Photo: Albert Marín, La Nacion
Photo: Albert Marín, La Nacion

This past week alonE, six women had to make the trip in a minibus, that includes the 35 kilometres of the most dangerous road in the country, that winds through the mountains of the Braulio Carrillo national park.

This is not the first time and probably won’t be the last, say health officials.

Medical Management at the Caja Costarricense de Seguro Social (CCSS) created a role that doctors have dubbed “Limón Week”, where doctors take turns in attending (in San José) Limón women in labour with some level of risk to themselves and their babies.

The role began on July 18 at the San Juan de Dios Hospital and will end on September 22 at the Hospital Nacional de las Mujeres (Women’s Hospital). The program also includes the Hospital Mexico and Calderon Guardia, whose neonatology ward often exceeds 134% occupacy.

The Tony Facio Hospital in Limón has only two gynecologists.
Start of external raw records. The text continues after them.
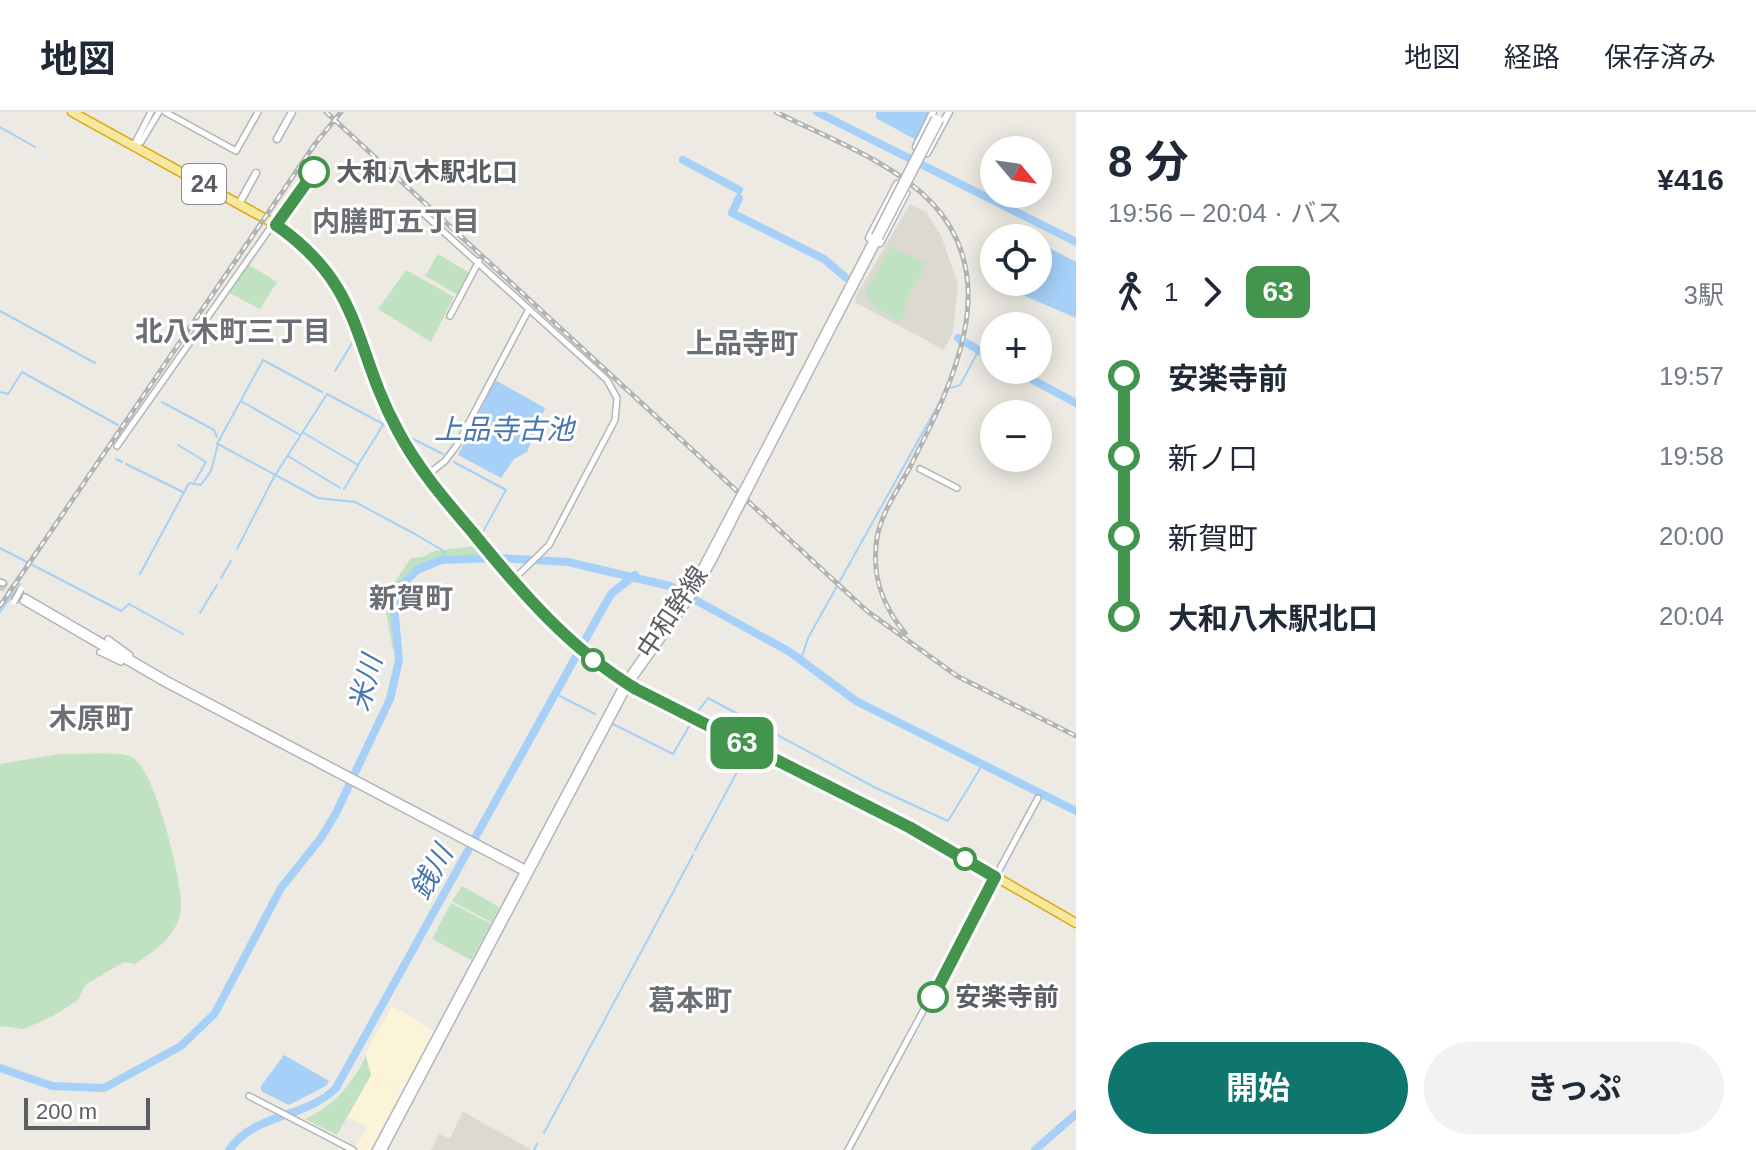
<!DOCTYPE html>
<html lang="ja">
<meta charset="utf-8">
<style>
:root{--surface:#fff;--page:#f2f2f3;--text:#1f2937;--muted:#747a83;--line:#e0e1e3;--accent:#0f766e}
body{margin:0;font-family:Arial,"Noto Sans JP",sans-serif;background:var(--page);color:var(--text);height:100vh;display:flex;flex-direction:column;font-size:30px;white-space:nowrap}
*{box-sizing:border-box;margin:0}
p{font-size:26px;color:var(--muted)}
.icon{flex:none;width:44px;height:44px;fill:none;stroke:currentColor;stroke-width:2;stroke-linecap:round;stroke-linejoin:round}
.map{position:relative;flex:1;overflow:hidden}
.details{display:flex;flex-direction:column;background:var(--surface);width:680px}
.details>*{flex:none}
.badge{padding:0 16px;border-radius:12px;font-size:28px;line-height:52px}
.needle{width:52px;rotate:119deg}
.controls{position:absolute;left:980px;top:24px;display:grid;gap:16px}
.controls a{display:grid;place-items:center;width:72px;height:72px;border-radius:50%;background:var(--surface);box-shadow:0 4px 20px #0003;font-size:40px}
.scale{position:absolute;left:24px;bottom:20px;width:126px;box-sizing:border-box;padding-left:8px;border:4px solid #5a5d62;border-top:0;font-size:22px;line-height:28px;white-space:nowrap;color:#5a5d62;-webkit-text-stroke:6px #fff;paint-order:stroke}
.map>.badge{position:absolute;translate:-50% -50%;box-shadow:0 0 0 4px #fff}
.legs{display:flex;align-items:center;gap:12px;height:88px;padding:0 32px;font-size:26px}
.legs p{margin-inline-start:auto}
.overview{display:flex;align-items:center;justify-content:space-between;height:136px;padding:0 32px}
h1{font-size:44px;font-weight:700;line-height:60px}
.action{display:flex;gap:16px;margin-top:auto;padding:16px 32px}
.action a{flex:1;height:92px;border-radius:48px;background:var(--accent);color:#fff;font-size:32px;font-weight:700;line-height:92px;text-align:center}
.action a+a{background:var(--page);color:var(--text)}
ul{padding:0 32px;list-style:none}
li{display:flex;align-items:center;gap:28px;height:80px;font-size:30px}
li i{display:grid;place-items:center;width:12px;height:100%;margin:0 10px;background:currentColor}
li i::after{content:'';width:20px;height:20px;margin:-10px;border:6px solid;border-radius:50%;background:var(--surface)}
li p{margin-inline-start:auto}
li:first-child i{background:linear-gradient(#0000 50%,currentColor 0)}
li:last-child i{background:linear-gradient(currentColor 50%,#0000 0)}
header{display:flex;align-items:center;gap:48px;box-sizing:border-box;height:112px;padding:0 40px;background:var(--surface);border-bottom:2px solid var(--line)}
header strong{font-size:38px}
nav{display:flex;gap:44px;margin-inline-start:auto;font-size:28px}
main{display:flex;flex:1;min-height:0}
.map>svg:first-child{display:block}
.commercial{fill:#fbf4d8}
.education{fill:#dcd9d0}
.green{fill:#c0e2c2}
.water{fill:#a6d0f8}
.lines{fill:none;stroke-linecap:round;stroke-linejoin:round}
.stream{stroke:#a6d0f8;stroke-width:2}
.river{stroke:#a6d0f8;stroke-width:8}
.tertiary-tunnel{stroke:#c8c7c2;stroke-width:5;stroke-dasharray:5 2.5;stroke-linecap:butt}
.tertiary-casing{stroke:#b2b4b8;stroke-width:8}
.secondary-casing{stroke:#b1b4b9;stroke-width:9}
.trunk-casing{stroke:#dca711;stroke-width:11}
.tertiary{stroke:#fff;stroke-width:5}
.secondary{stroke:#fff;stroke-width:6}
.trunk{stroke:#f6e89d;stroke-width:8}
.rail-casing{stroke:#b2b3b3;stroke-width:5}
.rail{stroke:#fff;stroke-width:2;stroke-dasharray:6;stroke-linecap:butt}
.tertiary-bridge-casing{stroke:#b2b4b8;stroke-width:8;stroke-linecap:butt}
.secondary-bridge-casing{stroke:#b1b4b9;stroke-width:9;stroke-linecap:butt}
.tertiary-bridge{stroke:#fff;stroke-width:5}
.secondary-bridge{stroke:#fff;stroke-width:6}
.line-1-casing{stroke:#fff;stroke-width:18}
.line-1{stroke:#43944d;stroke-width:12}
.stop-1-dot{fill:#fff;stroke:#43944d;stroke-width:4}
.labels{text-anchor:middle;stroke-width:6;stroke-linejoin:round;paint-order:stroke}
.shield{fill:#fff;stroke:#8c8e91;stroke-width:2}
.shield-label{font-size:24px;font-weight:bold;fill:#5a5d62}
.stop-label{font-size:26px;font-weight:bold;fill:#5a5d62;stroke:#fff;text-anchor:start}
.street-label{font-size:26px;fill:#5a5d62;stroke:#fff}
.neighbourhood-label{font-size:28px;font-weight:bold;fill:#6b6f73;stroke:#fff}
.water-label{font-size:28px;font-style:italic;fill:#4876b1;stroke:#fff}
</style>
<header>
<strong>地図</strong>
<nav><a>地図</a><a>経路</a><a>保存済み</a></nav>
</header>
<main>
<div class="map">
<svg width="1076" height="1038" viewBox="0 0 1076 1038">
<rect width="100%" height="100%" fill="#eceae2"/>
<path class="commercial" d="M392,894L435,919L402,979L374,965L402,980L370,1038H362L356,1035L367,1015L347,1005L371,963L365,942Z"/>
<path class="education" d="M910,92L926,100L941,123L958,172L953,220L944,238L856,191L855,186Z
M463,999L476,1007L532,1038H431L439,1022L450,1027Z"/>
<path class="green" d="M891,134L926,152L903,195L907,198L900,210L876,196L865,181Z
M438,142L471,162L460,184L425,164Z
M249,153L277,170L260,197L228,180Z
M406,158L454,185L431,230L378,197Z
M477,434L485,443C450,442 406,448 393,487C388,504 395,522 396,538H393L386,499L389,470L393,472L411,446L422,445L434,439Z
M58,642C75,643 120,639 132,645C155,657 183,771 181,796C178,824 156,838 135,852L124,850L85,873L78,888L53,904L24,917L0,914V652Z
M462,774L499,795L492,811L452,789Z
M451,791L491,812L471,848L432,827Z
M366,944L371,963L337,1023L305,1007C335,993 351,973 366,944Z"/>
<path class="water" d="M876,0H930L916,28L876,6Z
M1038,130L1076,150V206L1011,178L1015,170H1038Z
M495,268L545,296L527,340L514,347L501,366L458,343Z
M284,943L329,969L326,974L289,993L261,979V974Z"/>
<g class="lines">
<path class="stream" d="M0,15L35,35
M0,199L95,251
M335,259L354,228
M0,280L8,282L22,260L118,313
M241,289L300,323
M162,290L214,318L217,325
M388,315L393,317
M304,321L358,353L383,313
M405,323L443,342
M217,332L263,248L322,280
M178,333L206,350L195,369
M288,344L340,376
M116,347L122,350
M454,350L506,378L481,423
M126,352L183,380
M344,377L358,354
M0,436L121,499L129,492L183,522
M237,437L274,365L327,282L385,313
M140,462L189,371L201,373L211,359L218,332L318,386L355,390L415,422L442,438L449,448
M221,466L231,449
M0,500L20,472
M200,501L217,473
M801,547L808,526L947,277L960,273L979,238
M554,581L595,602
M696,602L708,586L876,676L948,709L984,650
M613,612L673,642L691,611
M753,630L760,617
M695,738L748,640
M280,1004L283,1005
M544,1021L693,743
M534,1038L537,1032"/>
<path class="river" d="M817,0L1076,130
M683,48L739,78
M739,86L732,101L824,147L845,165
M958,226L994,247
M1014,258L1076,291
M0,956L52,974L104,976L181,934L215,901L281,776L321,726L336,701L390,587L399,548L394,494L401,474L417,458L441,448L500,446L568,450L670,474L790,540L856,589L1076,699
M229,1038C256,1000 305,1007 336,976L604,494L612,481L635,463
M1035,1038L1076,1002"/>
<path class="tertiary-tunnel" d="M3,471L22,483
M0,475L23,489"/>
<g class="tertiary-casing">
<path id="tertiary" d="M165,0L236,39L258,0
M134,33L141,30L159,0
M134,33L151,0
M424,102L607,268L617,286L615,308L549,433L513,468
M450,204L479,149
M117,334L273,112
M920,357L957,376
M426,364L445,349L457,333L529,197
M0,470L3,471
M25,485L166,567L527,757
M23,489L164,571L527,762
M108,527L130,543
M100,540L121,550
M249,984L353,1038
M848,1038L1038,686"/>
</g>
<g class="secondary-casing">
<path id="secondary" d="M277,27L292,0
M916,35L933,0
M927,41L949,0
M239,92L256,61
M869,126L897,72
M880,131L906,81
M762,342L875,124
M766,344L879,126
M376,1038L625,570L692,475L707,446
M383,1038L629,572L696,478L713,448"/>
</g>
<g class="trunk-casing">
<path id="trunk" d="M72,0L273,111L327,157L353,203L390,303L422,359L531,490L600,554L670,595L909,715L1076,811"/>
</g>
<use href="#tertiary" class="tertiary"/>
<use href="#secondary" class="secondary"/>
<use href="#trunk" class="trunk"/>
<g class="rail-casing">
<path id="rail" d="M326,0L867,499L957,564L1076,624
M776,0C827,26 892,49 932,91C1006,170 950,276 910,355C898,378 881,401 877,426C871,463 882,493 905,521
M0,494L315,32L341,0"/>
</g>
<use href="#rail" class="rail"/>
<g class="tertiary-bridge-casing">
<path id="tertiary-bridge" d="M14,490L21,477"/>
</g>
<g class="secondary-bridge-casing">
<path id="secondary-bridge" d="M875,124L935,6
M879,126L940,8
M707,446L762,342
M713,448L766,344"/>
</g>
<use href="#tertiary-bridge" class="tertiary-bridge"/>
<use href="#secondary-bridge" class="secondary-bridge"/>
</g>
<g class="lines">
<g class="line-1-casing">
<path id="line-1" d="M314,60L276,113C365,175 352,235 398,319C418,357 446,389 474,422C522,481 570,537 636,577L909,715L995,765L933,885"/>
</g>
<use href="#line-1" class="line-1"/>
</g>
<g class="stop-1-dot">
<circle cx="314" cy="60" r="14"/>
<circle cx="593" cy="548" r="10"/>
<circle cx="965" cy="747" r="10"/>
<circle cx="933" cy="885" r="14"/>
</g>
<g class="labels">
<rect class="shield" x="182" y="52" width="44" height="40" rx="6"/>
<g class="shield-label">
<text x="204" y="80">24</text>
</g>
<g class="stop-label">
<text x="336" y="69">大和八木駅北口</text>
<text x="955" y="894">安楽寺前</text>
</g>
<g class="street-label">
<text transform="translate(672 500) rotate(-56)" y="9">中和幹線</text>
</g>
<g class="neighbourhood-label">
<text x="396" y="119">内膳町五丁目</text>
<text x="233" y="229">北八木町三丁目</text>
<text x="742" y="241">上品寺町</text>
<text x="411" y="496">新賀町</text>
<text x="91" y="616">木原町</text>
<text x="690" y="898">葛本町</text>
</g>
<g class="water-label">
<text x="504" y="327">上品寺古池</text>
<text transform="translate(365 571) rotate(-75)" y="10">米川</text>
<text transform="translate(431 760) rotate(-61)" y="10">銭川</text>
</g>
</g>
</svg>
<div class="controls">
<a><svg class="needle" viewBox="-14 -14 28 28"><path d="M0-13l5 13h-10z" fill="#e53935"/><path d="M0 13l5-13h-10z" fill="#747a83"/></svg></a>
<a><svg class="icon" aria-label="locate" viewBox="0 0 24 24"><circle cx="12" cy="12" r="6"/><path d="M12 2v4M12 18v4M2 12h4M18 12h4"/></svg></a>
<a>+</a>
<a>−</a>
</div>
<div class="scale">200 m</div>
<b class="badge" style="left:742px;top:631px;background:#43944d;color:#fff">63</b>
</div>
<section class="details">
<div class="overview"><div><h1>8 分</h1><p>19:56 – 20:04 · バス</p></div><b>¥416</b></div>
<div class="legs"><svg class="icon" aria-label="walk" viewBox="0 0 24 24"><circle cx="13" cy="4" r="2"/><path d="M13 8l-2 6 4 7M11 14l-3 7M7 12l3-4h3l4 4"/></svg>1<svg class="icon" aria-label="forward" viewBox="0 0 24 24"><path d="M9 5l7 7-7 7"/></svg><b class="badge" style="background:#43944d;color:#fff">63</b><p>3駅</p></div>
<ul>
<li><i style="color:#43944d"></i><b>安楽寺前</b><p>19:57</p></li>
<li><i style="color:#43944d"></i><span>新ノ口</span><p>19:58</p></li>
<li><i style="color:#43944d"></i><span>新賀町</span><p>20:00</p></li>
<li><i style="color:#43944d"></i><b>大和八木駅北口</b><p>20:04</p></li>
</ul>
<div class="action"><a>開始</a><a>きっぷ</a></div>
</section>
</main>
To properly attend the needs of the community, the hospital should have five, to attend the average of 4.000 births annually, says Silene Aguilar Orias, deputy director at the hospital

The death of five women last year, during and after giving birth, was the straw that broke the camel’s back and allowed Tony Facio hospital officials to justify to CCSS authorities the need for support from other medical centres.

According to Angie Hernández Cubillo, one of the two specialists in obstetrics and gynecology at the hosptial, half of the ten maternal deaths in the entire country last year were of women of Limón.

However, obstetrics and gynecology are not the only specialized areas experiencing a crisis right now.

According to deputy director Aguilar, urology, dermatology and neurology, for example have waiting lists exceeding 14.000 hospital patients.

Aguilar explains that one of the problems facing the Limón hospital, is the lack of medical specialists interested in working there.